Holy moly, the Cincinnati Reds' Homer Bailey tossed a no-hitter Friday night against the Pittsburgh Pirates. You read that right folks. Mr. No-No Bailey's no-hitter is proof that you NEVER give up on a top arm too early.
Homer Bailey began his professional career as the seventh-overall pick in the 2004 MLB draft. The young phenom would progress quickly and be named Cincinnati's top overall prospect by Baseball America andBaseball Prospectus prior to the 2007 season. Baseball America billed him as "the next great Texas fireballer in the tradition of Nolan Ryan and Roger Clemens," while also naming him as one of Major League Baseball's top five prospects.
But my oh my how one can fall from glory at lightning speeds.
Homer Bailey's second professional season of 2006 saw him post a 2.47 ERA with 156 K's in 138.2 innings pitched at Single-A and Double-A. Fans and media alike, clamored for the then 20 year old kid to make his debut.
As the start of the 2007 approached and Baseball America, scouts and fans where all singing their praise of the young right-hander. Little did they know that the next six years would be a roller coaster ride full of ups, downs, trade declarations and disappointments.
As the 2007 season approached fans and media alike clamored for his Major League debut. But when Homer Bailey finally hit the scene, he did so with a thud that would have knocked King Kong on his backside. He would post a 5.76 ERA in nine starts during the '07 campaign and follow that up with a 7.93 ERA in eights starts during the '08 season. These not-so Ryan and Clemens like stats brought out the pessimistic personalities of many.
Bailey would continue to show slight progression for the next three seasons. He posted ERA's of 4.53, 4.47, and 4.43 from 2009 to 2011. He would even improve his WHIP by nearly 10 points in each successive season. But the hype and buzz that he had created as a young prospect had long dissipated—the fans had grown impatient, the media had grown impatient, and it even seemed as though the Cincinnati Reds had grown impatient.

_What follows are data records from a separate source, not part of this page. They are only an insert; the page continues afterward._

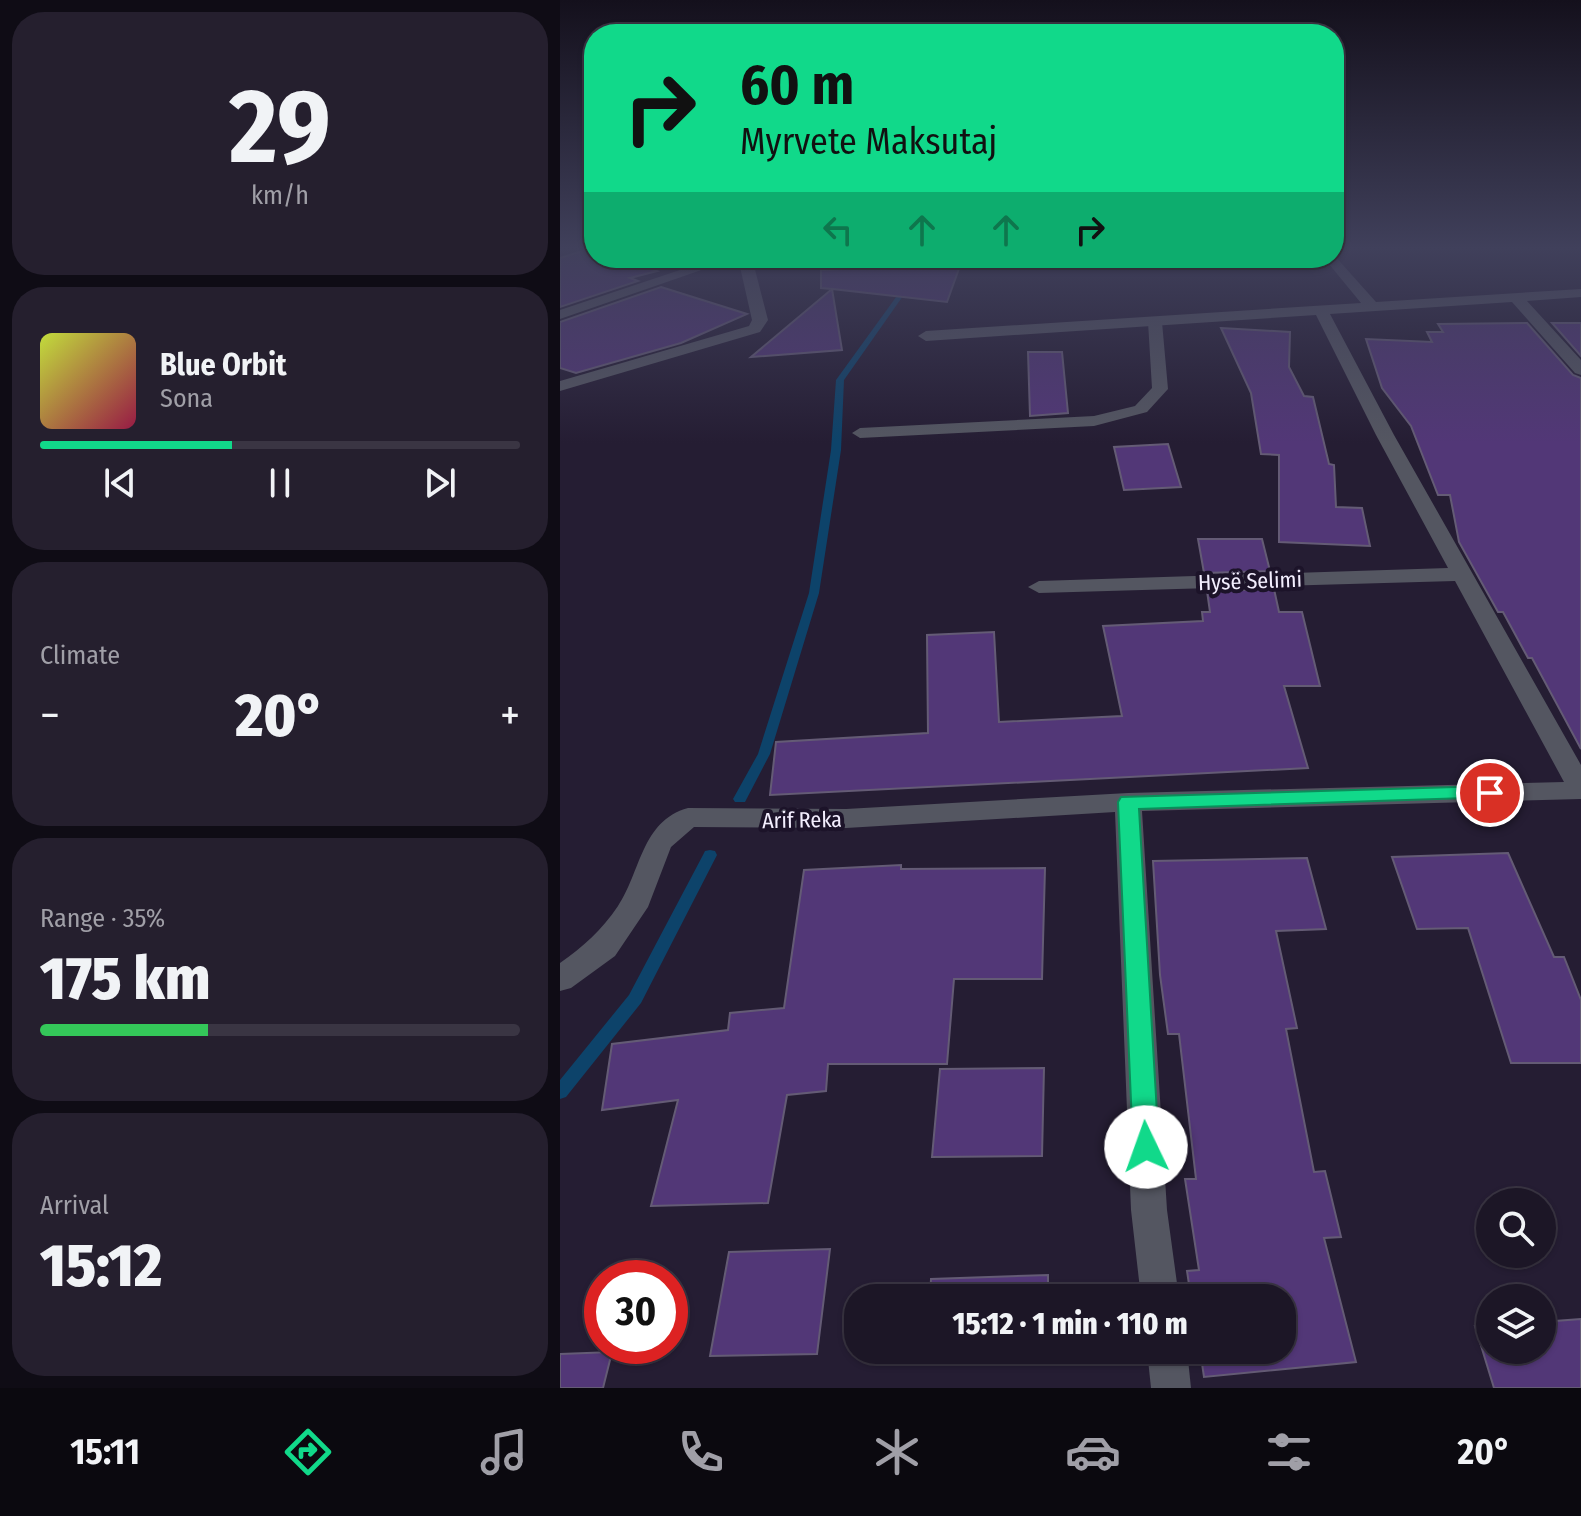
<!DOCTYPE html>
<html lang="en">
<head>
<meta charset="utf-8">
<style>
  :root { --surface:#1c1626; --page:#251f2e; --text:#f1f3f6; --muted:#a09fa7; --line:#3a3543; --accent:#11d98a }
  body { margin:0; font-family:"Fira Sans Condensed",sans-serif; background:var(--page); color:var(--text); height:100vh; display:flex; flex-direction:column; font-size:30px; white-space:nowrap }
  * { box-sizing:border-box; margin:0 }
  p { font-size:26px; color:var(--muted) }
  .icon { flex:none; width:44px; height:44px; fill:none; stroke:currentColor; stroke-width:2; stroke-linecap:round; stroke-linejoin:round }
  .map { position:relative; flex:1; overflow:hidden }
  .sheet { display:flex; flex-direction:column; gap:12px; padding:12px; background:#0f0c15; width:560px }
  .sheet>* { flex:none }
  .top-card { position:absolute; left:24px; top:24px; width:760px; height:244px; border-radius:32px; box-shadow:0 2px 6px #0004,0 0 0 2px var(--line); background:#11d98a; color:#111; overflow:hidden }
  .buttons { position:absolute; left:916px; top:1188px; display:grid; gap:16px }
  .buttons a { display:grid; place-items:center; width:80px; height:80px; border-radius:50%; background:var(--surface); box-shadow:0 2px 6px #0004,0 0 0 2px var(--line); font-size:40px }
  .speed { position:absolute; left:24px; top:1260px; display:flex; gap:16px; font-size:40px; font-weight:700; text-align:center }
  .speed>* { display:grid; place-content:center; width:104px; height:104px; border-radius:50%; background:var(--surface); box-shadow:0 2px 6px #0004,0 0 0 2px var(--line); line-height:1 }
  .speed .limit { border:12px solid #d22; background:#fff; color:#111 }
  .pin { position:absolute; display:grid; place-items:center; width:68px; height:68px; color:#fff; margin:-34px; border:4px solid #fff; border-radius:50%; box-shadow:0 2px 8px #0007 }
  .me { position:absolute; width:88px; margin:-44px; rotate:357deg; stroke-linejoin:round; filter:drop-shadow(0 0 6px #0008) }
  .turn { display:flex; align-items:center; gap:28px; height:168px; padding:0 24px; font-size:36px }
  .turn .icon { width:104px; height:104px; stroke-width:2.5 }
  .turn b { display:block; font-size:56px; line-height:68px }
  .lanes { display:flex; align-items:center; height:76px; padding:0 24px; background:#0003; justify-content:center; gap:40px; direction:ltr }
  .lanes .off { opacity:.35 }
  .big { font-size:60px; font-weight:800; line-height:1.1 }
  .sheet .card { flex:1; display:flex; flex-direction:column; justify-content:center; gap:12px; min-width:0; padding:0 28px; border-radius:32px; background:var(--page) }
  .sheet .dial { align-items:center; gap:0 }
  .dial b { font-size:104px; line-height:1 }
  .song { display:flex; align-items:center; gap:24px }
  .cover { width:96px; height:96px; border-radius:12px; background:linear-gradient(135deg,hsl(70 70% 55%),hsl(340 70% 35%)) }
  .played { height:8px; border-radius:4px; background:linear-gradient(90deg,var(--accent) 40%,var(--line) 40%) }
  .keys { display:flex; justify-content:space-around; direction:ltr }
  .heat { display:flex; justify-content:space-between; align-items:center; font-size:44px; direction:ltr }
  .charge { height:12px; border-radius:6px; background:linear-gradient(90deg,#34c759 35%,var(--line) 0) }
  .trip { position:absolute; left:284px; top:1284px; width:452px; height:80px; border-radius:32px; background:var(--surface); box-shadow:0 2px 6px #0004,0 0 0 2px var(--line); font-weight:800; line-height:80px; text-align:center }
  .menu { display:flex; height:128px; justify-content:space-around; align-items:center; background:#0b090f; color:var(--muted) }
  .menu .icon { width:56px; height:56px }
  .menu .current { color:var(--accent) }
  .menu b { font-size:36px; color:var(--text) }
  main { display:flex; flex:1; min-height:0 }
  .map>svg:first-child { display:block }
  .lines { fill:none; stroke-linecap:round; stroke-linejoin:round }
  .stream { fill:#0d436a; fill-rule:evenodd }
  .building { fill:#523777; stroke:#645b75; stroke-width:2 }
  .lane { fill:#545661; fill-rule:evenodd }
  .street { fill:#545661; fill-rule:evenodd }
  .route { fill:#11d98a; stroke:#0b8d5a; stroke-width:2 }
  .labels { text-anchor:middle; dominant-baseline:central; stroke-width:8; stroke-linejoin:round; paint-order:stroke }
  .street-label { font-size:22px; fill:#f3eefe; stroke:#1c1329 }
</style>
</head>
<body>
<main>
<section class="sheet">
<div class="card dial"><b>29</b><p>km/h</p></div>
<div class="card">
<div class="song"><i class="cover"></i><div><b>Blue Orbit</b><p>Sona</p></div></div>
<div class="played"></div>
<div class="keys"><svg class="icon" aria-label="previous" viewBox="0 0 24 24"><path d="M18 5L8 12l10 7zM5 5v14"/></svg><svg class="icon" aria-label="pause" viewBox="0 0 24 24"><path d="M8 5v14M16 5v14"/></svg><svg class="icon" aria-label="next" viewBox="0 0 24 24"><path d="M6 5l10 7-10 7zM19 5v14"/></svg></div>
</div>
<div class="card"><p>Climate</p>
<div class="heat"><a>−</a><b class="big">20°</b><a>+</a></div>
</div>
<div class="card"><p>Range · 35%</p><b class="big">175 km</b><div class="charge"></div></div>
<div class="card"><p>Arrival</p><b class="big">15:12</b></div>
</section>
<div class="map">
<svg width="1021" height="1388" viewBox="0 0 1021 1388">
  <rect width="100%" height="100%" fill="#251d33"/>
  <g class="lines">
    <g class="stream">
      <polygon points="375,258 384,258 364,266 284,380 281,450 259,593 210,754 185,802 175,802 173,799 198,754 249,593 271,450 276,380 360,264"/>
      <polygon points="150,850 155,851 157,855 81,1003 6,1097 0,1099 0,1080 69,995 143,855 145,851"/>
    </g>
  </g>
  <g class="building">
    <polygon points="29,249 34,249 34,258 60,258 97,271 70,278 78,281 0,307 0,258"/>
    <polygon points="401,263 387,302 272,289 282,350 191,357 272,289 261,288 261,270"/>
    <polygon points="101,287 187,314 121,343 16,373 0,368 0,322"/>
    <polygon points="967,323 1013,375 1021,378 1021,749 972,658 968,658 943,612 938,612 899,542 890,495 878,495 851,426 822,388 806,339 872,342 867,332 883,332 878,324"/>
    <polygon points="992,323 1021,323 1021,356"/>
    <polygon points="661,328 730,332 729,367 744,396 753,397 769,464 774,465 776,507 802,508 810,546 719,542 719,455 701,454 691,393"/>
    <polygon points="468,352 502,352 508,413 470,416"/>
    <polygon points="608,444 621,487 564,490 554,447"/>
    <polygon points="638,539 702,539 710,571 644,573"/>
    <polygon points="714,589 719,612 742,612 760,686 724,686 748,768 210,795 216,742 368,733 367,635 434,632 439,722 562,716 543,626 643,621 642,612 650,612 647,591"/>
    <polygon points="948,853 994,957 1004,957 1021,1000 1021,1063 951,1063 908,928 857,929 832,857"/>
    <polygon points="747,858 766,929 716,931 737,1028 726,1029 754,1172 765,1171 781,1237 764,1238 796,1362 644,1377 640,1350 722,1350 722,1298 631,1298 627,1271 639,1270 625,1179 636,1179 619,1034 608,1034 600,975 593,861"/>
    <polygon points="341,865 341,869 485,868 482,979 394,979 387,1064 268,1064 266,1091 227,1095 208,1203 91,1206 118,1100 42,1110 52,1044 168,1030 170,1013 224,1008 244,870"/>
    <polygon points="484,1068 482,1156 372,1157 380,1069"/>
    <polygon points="270,1249 257,1354 150,1356 169,1252"/>
    <polygon points="488,1275 488,1298 370,1298 371,1279"/>
    <polygon points="1021,1319 1021,1388 934,1388 915,1326 930,1325 930,1350 982,1350 982,1322"/>
    <polygon points="52,1352 43,1388 0,1388 0,1354"/>
  </g>
  <g class="lines">
    <polygon class="lane" points="595,318 602,322 608,389 587,412 534,426 300,438 292,433 300,428 534,416 575,406 592,388 588,322"/>
    <g class="street">
      <path d="M 774,255 L 816,302 L 1021,289 L 1021,297 L 967,301 L 1021,360 L 1021,375 L 1015,373 L 952,302 L 770,314 L 834,435 L 1021,765 L 1021,799 L 582,811 L 607,1210 L 619,1298 L 581,1298 L 571,1210 L 555,812 L 286,828 L 134,827 L 111,847 L 88,907 L 55,956 L 11,988 L 0,991 L 0,963 C 24,946 41,931 58,906 C 81,872 81,821 128,808 L 286,809 L 568,793 L 1004,782 L 895,581 L 479,593 L 468,587 L 479,581 L 888,568 L 816,435 L 756,315 L 366,341 L 358,336 L 366,331 L 801,303 L 764,258 L 774,258 Z"/>
      <polygon points="156,258 176,258 0,319 0,310"/>
      <polygon points="178,258 192,258 208,320 200,332 0,391 0,381 189,326 192,320"/>
      <polygon points="587,1350 627,1350 631,1388 591,1388"/>
    </g>
  </g>
  <linearGradient id="sky" x2="0" y2="1"><stop stop-color="#14101c"/><stop offset="0.56" stop-color="#40405b"/><stop offset="1" stop-color="#40405b" stop-opacity="0"/></linearGradient>
  <rect width="1021" height="443" fill="url(#sky)"/>
  <polygon class="route" points="930,786 937,788 940,793 937,797 579,809 599,1147 596,1156 586,1159 577,1156 573,1147 558,802 561,797"/>
  <g class="labels">
    <g class="street-label">
      <text transform="translate(690 581) rotate(-2)">Hysë Selimi</text>
      <text transform="translate(242 820) rotate(-1)">Arif Reka</text>
    </g>
  </g>
</svg>
<div class="buttons">
<a><svg class="icon" aria-label="search" viewBox="0 0 24 24"><circle cx="10" cy="10" r="6"/><path d="M15 15l6 6"/></svg></a>
<a><svg class="icon" aria-label="layers" viewBox="0 0 24 24"><path d="M12 4l9 5-9 5-9-5zM3 14l9 5 9-5"/></svg></a>
</div>
<div class="speed"><div class="limit">30</div></div>
<div class="pin" style="left:930px;top:793px;background:#d93025"><svg class="icon" aria-label="arrive" viewBox="0 0 24 24"><path d="M6 21V4h12l-3 4 3 4H6"/></svg></div>
<svg class="me" style="left:586px;top:1147px" viewBox="-20 -20 40 40"><circle r="19" fill="#fff"/><path d="M0-13L10 11 0 6-10 11z" fill="#11d98a"/></svg>
<div class="trip">15:12 · 1 min · 110 m</div>
<div class="top-card">
<div class="turn"><svg class="icon" aria-label="right" viewBox="0 0 24 24"><path d="M7 20v-9h11M14 6l5 5-5 5"/></svg><div><b>60 m</b>Myrvete Maksutaj</div></div>
<div class="lanes"><svg class="icon off" aria-label="left" viewBox="0 0 24 24"><path d="M17 20v-9H6M10 6l-5 5 5 5"/></svg><svg class="icon off" aria-label="ahead" viewBox="0 0 24 24"><path d="M12 20V5M6 11l6-6 6 6"/></svg><svg class="icon off" aria-label="ahead" viewBox="0 0 24 24"><path d="M12 20V5M6 11l6-6 6 6"/></svg><svg class="icon" aria-label="right" viewBox="0 0 24 24"><path d="M7 20v-9h11M14 6l5 5-5 5"/></svg></div>
</div>
</div>
</main>
<nav class="menu">
<b>15:11</b>
<svg class="icon current" aria-label="directions" viewBox="0 0 24 24"><path d="M12 3l9 9-9 9-9-9zM9 14v-3h6M13 9l2 2-2 2"/></svg>
<svg class="icon" aria-label="music" viewBox="0 0 24 24"><path d="M9 18V5l10-2v13"/><circle cx="6" cy="18" r="3"/><circle cx="16" cy="16" r="3"/></svg>
<svg class="icon" aria-label="phone" viewBox="0 0 24 24"><path d="M5 4h4l2 5-3 2q2 4 5 5l2-3 5 2v4C11 20 4 13 5 4z"/></svg>
<svg class="icon" aria-label="climate" viewBox="0 0 24 24"><path d="M12 3v18M4 7l16 10M4 17L20 7"/></svg>
<svg class="icon" aria-label="car" viewBox="0 0 24 24"><path d="M5 17H2v-5l4-1 3-4h7l3 4 3 1v5h-3M9 17h6M6 11h13"/><circle cx="7" cy="17" r="2"/><circle cx="17" cy="17" r="2"/></svg>
<svg class="icon" aria-label="filters" viewBox="0 0 24 24"><path d="M4 7h16M4 17h16"/><circle cx="9" cy="7" r="2"/><circle cx="15" cy="17" r="2"/></svg>
<b>20°</b>
</nav>
</body>
</html>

Rumors surfaced on Fox Sports in 2011 when Ken Rosenthal reported that Bailey was being shopped for Ubaldo Jimenez. Before the 2012 season began, Reds beat writer John Fay speculated that Bailey could be moved in order to make room for a possible Roy Oswalt signing. Let's also not forget that Homer Bailey was not even guaranteed a spot in the Reds' starting rotation this year. He, Mike Leake, Aroldis Chapman, Brett Tomko and Jeff Francis were all battling it out for the fourth and fifth spots in the rotation.
But in the end the Reds stuck with him and it has paid off in 2012. Bailey has been amazingly consistent this year. He ranks second on the club with 21 quality starts. Johnny Cueto leads the pack with 22 and ace-in-the-making Mat Latos ranks behind Bailey with 18.
We should also not forget that Homer Bailey is but 26 years old. It can sometimes be easy to get frustrated and give up on top arms that do not develop quickly. You need look no further than the top of the NL ERA leader board at examples of arms that were thrown to the curb only to pay dividends to the next team waiting in line.
R.A. Dickey didn't hit his stride until the age of 34. The Rangers, Mariners, and Twins had all given up on him. Now at 36 he owns a 20-6 record with a 2.69 ERA for the New York Mets. Kyle Lohse would spend seven years frustrating the Twins, Reds, and Phillies. Then at 29 years old, the Cardinals took a shot on him in 2008. Lohse has not looked back since. He owns a 16-3 record with a 2.77 ERA this season.
Will this be the spark that jump starts Homer Bailey's career?
Homer Bailey is having his breakout season. He owns a 13-10 record with a 3.75 ERA as well as that always elusive no-hitter. Bailey dominated the Pittsburgh Pirates on Friday night. On September 28 of 2012, Homer Bailey lived up to the hype—he was Nolan Ryan-like—he was Roger Clemens-like.
The patience of the Cincinnati Reds paved the way for Bailey to produce one of only 15 no-hitters in team history—the first since Tom Browning's perfect game in 1988.
Homer Bailey's no-hitter is proof to NEVER give up on a top arm too early. This career defining moment may just be the spark that sets off career full of highlights. Bailey's next stop—playoff dominance? We will see.